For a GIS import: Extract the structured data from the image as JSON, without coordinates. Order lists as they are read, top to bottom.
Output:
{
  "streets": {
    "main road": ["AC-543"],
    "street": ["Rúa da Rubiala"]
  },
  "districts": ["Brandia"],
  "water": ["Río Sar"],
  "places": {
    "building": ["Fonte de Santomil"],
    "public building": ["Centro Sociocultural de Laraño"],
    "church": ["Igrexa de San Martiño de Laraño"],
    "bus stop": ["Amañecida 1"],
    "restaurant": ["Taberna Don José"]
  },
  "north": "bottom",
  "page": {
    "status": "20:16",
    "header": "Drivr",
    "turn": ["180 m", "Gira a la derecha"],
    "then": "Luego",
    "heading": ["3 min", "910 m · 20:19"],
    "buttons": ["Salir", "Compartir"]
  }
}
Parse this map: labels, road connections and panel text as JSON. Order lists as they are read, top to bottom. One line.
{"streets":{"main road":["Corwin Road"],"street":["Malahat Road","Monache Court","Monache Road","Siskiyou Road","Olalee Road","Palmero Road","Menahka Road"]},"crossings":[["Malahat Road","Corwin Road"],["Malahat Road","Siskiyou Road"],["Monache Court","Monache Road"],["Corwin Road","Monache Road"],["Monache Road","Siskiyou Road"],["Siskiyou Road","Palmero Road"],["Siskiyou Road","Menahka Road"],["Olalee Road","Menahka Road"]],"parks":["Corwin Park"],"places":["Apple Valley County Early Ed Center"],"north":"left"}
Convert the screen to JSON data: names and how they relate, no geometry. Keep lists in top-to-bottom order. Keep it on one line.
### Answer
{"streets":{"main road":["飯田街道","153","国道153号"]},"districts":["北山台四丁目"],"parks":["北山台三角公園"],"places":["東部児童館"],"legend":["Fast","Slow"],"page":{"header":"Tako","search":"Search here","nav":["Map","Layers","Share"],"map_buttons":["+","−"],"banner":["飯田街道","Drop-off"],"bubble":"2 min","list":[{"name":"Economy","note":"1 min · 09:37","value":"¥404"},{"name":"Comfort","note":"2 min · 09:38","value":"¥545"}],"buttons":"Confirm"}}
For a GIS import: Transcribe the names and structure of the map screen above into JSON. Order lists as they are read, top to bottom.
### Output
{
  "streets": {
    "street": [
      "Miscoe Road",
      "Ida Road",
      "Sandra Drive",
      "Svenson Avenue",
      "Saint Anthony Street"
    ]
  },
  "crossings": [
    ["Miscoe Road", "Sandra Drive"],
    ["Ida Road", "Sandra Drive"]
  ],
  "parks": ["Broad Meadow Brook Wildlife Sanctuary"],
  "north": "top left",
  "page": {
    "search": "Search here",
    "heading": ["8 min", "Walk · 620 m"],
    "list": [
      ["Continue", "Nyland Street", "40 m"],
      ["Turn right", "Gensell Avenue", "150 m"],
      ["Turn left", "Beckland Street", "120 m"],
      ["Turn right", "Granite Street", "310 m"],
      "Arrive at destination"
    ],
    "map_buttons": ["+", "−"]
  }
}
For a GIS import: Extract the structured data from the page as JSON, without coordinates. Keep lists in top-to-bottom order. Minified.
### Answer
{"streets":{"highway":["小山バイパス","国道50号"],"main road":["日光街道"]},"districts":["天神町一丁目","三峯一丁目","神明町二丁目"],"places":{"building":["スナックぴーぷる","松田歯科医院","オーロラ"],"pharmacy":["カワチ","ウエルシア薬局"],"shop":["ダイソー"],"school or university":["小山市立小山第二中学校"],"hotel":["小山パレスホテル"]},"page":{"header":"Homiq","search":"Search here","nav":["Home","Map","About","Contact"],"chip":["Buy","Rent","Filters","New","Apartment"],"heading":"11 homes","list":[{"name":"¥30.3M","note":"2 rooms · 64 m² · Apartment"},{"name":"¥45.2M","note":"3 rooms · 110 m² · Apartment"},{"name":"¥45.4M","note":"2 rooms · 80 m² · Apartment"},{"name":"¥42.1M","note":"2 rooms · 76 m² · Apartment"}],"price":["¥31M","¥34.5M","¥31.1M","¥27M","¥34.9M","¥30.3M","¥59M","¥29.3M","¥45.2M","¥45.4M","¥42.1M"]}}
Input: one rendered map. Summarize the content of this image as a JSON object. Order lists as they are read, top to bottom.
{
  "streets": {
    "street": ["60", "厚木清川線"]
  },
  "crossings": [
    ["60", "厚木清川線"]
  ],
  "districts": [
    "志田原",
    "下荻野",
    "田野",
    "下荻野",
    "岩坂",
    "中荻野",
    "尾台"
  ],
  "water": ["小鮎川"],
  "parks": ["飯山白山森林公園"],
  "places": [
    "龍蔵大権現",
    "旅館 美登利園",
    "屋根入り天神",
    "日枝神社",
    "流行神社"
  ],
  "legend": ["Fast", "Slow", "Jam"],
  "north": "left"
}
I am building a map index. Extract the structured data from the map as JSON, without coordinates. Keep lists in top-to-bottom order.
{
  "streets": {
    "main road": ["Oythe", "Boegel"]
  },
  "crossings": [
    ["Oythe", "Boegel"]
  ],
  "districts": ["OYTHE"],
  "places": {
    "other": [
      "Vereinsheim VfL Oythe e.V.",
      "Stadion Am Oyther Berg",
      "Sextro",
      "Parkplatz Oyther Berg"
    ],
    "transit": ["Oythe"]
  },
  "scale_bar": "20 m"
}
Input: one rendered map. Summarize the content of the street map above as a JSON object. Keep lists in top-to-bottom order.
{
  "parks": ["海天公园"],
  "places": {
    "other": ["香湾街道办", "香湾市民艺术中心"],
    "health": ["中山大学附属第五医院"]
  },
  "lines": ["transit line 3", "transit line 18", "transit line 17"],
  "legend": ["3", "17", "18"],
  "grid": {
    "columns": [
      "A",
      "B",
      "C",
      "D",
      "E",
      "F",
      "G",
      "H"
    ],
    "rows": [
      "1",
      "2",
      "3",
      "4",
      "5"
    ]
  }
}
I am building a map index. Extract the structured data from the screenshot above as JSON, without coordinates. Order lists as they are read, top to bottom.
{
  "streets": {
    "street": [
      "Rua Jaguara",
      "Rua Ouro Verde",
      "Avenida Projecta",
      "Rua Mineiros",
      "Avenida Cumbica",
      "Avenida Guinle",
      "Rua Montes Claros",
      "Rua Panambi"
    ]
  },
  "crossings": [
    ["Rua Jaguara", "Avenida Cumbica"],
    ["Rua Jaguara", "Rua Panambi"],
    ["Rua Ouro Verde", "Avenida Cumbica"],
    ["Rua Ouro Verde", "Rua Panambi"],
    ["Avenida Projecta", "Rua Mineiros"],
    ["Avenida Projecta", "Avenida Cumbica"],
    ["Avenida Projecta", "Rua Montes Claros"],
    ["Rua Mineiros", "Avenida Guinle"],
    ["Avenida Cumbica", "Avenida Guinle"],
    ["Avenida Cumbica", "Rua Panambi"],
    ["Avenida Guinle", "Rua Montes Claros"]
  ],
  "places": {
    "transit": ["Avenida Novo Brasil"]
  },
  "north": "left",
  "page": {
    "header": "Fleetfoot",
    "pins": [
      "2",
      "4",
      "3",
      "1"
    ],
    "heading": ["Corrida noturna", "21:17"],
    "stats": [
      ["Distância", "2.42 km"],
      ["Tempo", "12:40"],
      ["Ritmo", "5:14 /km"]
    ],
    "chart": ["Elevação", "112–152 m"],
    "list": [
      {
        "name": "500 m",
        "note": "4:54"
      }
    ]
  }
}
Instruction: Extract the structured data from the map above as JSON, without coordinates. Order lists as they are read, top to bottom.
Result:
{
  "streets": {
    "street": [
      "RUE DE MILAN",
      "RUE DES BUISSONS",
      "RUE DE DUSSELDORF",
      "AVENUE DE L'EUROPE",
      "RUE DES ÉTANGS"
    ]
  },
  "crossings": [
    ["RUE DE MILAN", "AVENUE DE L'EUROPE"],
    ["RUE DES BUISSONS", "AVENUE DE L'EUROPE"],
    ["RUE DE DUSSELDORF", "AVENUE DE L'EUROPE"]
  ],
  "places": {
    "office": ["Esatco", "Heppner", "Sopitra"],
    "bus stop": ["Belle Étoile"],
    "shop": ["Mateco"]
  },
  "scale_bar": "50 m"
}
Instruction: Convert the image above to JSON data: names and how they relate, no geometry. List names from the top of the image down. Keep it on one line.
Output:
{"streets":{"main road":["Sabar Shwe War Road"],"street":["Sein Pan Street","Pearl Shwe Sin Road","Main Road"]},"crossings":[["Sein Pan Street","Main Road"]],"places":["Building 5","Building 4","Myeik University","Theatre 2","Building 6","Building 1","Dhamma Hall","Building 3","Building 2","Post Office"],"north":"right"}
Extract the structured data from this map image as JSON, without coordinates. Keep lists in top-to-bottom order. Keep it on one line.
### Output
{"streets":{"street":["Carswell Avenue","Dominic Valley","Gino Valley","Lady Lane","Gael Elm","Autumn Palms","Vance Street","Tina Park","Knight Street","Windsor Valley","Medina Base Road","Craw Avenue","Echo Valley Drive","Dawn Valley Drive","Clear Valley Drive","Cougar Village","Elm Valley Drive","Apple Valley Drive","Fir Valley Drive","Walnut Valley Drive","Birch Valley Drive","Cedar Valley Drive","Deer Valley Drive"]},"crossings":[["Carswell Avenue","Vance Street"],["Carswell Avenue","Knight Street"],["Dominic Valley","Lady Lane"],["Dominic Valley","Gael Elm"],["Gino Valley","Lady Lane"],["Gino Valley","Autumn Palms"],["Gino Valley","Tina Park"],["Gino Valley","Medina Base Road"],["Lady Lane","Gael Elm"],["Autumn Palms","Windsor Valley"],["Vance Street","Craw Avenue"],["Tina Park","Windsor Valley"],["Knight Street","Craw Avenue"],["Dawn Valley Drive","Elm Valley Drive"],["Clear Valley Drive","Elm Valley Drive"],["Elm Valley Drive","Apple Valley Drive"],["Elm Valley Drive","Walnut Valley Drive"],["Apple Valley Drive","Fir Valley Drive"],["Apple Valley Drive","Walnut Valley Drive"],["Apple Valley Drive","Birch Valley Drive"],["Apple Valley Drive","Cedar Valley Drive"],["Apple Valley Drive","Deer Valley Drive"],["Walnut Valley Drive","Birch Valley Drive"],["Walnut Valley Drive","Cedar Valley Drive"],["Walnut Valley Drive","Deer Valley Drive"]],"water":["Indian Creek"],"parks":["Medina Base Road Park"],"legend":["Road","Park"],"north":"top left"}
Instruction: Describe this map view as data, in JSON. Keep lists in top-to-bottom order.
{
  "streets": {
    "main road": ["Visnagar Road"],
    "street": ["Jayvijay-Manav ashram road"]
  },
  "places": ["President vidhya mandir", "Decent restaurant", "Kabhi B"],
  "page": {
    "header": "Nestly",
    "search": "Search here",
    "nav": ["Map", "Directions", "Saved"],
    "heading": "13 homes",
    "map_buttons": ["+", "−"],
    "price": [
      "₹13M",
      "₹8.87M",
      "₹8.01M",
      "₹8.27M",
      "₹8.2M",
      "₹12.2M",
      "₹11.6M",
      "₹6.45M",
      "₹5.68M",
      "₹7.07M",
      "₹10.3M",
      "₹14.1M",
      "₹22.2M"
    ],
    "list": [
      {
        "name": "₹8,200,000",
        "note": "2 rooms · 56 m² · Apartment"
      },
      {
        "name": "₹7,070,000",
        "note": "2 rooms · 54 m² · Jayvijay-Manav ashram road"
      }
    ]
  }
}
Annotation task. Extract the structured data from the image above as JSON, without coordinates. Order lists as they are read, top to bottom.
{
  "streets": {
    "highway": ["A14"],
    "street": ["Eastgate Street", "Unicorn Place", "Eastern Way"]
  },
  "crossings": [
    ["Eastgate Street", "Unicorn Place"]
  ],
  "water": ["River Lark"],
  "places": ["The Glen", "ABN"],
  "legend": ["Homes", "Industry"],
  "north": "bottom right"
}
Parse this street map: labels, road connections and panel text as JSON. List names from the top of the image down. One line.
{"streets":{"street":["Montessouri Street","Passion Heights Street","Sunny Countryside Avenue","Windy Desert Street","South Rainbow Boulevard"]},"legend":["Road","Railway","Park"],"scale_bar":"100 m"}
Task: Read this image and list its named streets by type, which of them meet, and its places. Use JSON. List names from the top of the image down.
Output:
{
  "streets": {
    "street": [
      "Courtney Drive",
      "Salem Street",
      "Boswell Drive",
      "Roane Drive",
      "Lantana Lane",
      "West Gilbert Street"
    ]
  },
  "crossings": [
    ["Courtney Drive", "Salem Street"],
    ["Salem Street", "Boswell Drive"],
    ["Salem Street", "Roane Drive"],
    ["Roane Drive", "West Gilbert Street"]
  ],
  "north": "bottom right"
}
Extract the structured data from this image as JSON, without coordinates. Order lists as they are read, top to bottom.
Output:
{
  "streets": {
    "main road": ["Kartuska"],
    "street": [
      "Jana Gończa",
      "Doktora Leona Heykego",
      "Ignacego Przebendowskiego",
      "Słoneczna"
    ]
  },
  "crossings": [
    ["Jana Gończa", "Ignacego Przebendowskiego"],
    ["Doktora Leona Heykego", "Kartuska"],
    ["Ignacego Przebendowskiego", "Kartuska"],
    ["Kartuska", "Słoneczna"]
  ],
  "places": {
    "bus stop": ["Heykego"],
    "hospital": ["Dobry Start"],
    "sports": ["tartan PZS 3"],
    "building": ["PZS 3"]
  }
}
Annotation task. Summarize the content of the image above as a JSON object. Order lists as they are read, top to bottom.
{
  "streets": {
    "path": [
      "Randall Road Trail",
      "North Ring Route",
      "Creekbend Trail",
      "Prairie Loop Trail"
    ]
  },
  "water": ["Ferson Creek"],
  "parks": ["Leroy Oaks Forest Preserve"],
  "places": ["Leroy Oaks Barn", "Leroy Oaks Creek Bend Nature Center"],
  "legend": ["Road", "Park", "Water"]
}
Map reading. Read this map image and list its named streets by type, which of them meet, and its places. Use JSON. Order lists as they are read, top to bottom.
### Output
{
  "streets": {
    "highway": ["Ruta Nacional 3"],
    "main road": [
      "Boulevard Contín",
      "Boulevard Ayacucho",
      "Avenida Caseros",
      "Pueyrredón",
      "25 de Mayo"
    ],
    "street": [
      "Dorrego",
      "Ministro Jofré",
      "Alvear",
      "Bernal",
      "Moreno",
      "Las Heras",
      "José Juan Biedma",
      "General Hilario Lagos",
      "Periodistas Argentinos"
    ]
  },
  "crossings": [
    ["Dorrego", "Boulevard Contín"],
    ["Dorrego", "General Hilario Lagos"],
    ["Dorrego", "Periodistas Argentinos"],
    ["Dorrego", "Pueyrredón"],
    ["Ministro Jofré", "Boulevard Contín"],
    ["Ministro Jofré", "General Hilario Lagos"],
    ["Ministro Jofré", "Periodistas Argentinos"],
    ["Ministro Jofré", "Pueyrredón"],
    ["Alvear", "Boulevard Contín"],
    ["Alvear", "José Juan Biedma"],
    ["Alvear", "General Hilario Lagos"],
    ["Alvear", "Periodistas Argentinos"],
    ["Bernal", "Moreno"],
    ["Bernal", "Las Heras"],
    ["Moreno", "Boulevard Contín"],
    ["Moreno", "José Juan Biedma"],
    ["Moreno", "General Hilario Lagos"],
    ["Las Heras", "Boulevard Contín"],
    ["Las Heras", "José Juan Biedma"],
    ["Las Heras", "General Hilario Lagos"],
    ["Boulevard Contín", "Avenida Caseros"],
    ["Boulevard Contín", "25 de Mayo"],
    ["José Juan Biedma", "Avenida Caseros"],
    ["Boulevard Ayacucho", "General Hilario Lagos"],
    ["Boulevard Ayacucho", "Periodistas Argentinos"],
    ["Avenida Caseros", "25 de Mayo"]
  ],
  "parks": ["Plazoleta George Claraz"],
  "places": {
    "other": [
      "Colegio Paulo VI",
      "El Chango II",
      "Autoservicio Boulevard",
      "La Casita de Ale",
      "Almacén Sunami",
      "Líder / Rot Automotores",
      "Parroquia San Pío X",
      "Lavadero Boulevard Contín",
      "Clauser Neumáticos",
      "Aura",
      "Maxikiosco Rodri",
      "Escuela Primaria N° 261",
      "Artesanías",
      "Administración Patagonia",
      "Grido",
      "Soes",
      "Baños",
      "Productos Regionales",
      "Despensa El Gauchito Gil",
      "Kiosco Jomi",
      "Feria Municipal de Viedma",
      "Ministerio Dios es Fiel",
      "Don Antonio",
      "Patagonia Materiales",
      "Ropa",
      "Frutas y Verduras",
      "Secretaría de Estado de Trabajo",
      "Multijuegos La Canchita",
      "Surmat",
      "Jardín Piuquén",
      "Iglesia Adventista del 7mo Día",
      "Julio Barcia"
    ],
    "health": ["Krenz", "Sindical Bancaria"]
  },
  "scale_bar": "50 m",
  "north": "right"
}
****
Instructions to follow:
For every line of the material that holds the word "which", make a copy.

Response to the exercise:
Task: Read this image and list its named streets by type, which of them meet, and its places. Use JSON. List names from the top of the image down.
Map reading. Read this map image and list its named streets by type, which of them meet, and its places. Use JSON. Order lists as they are read, top to bottom.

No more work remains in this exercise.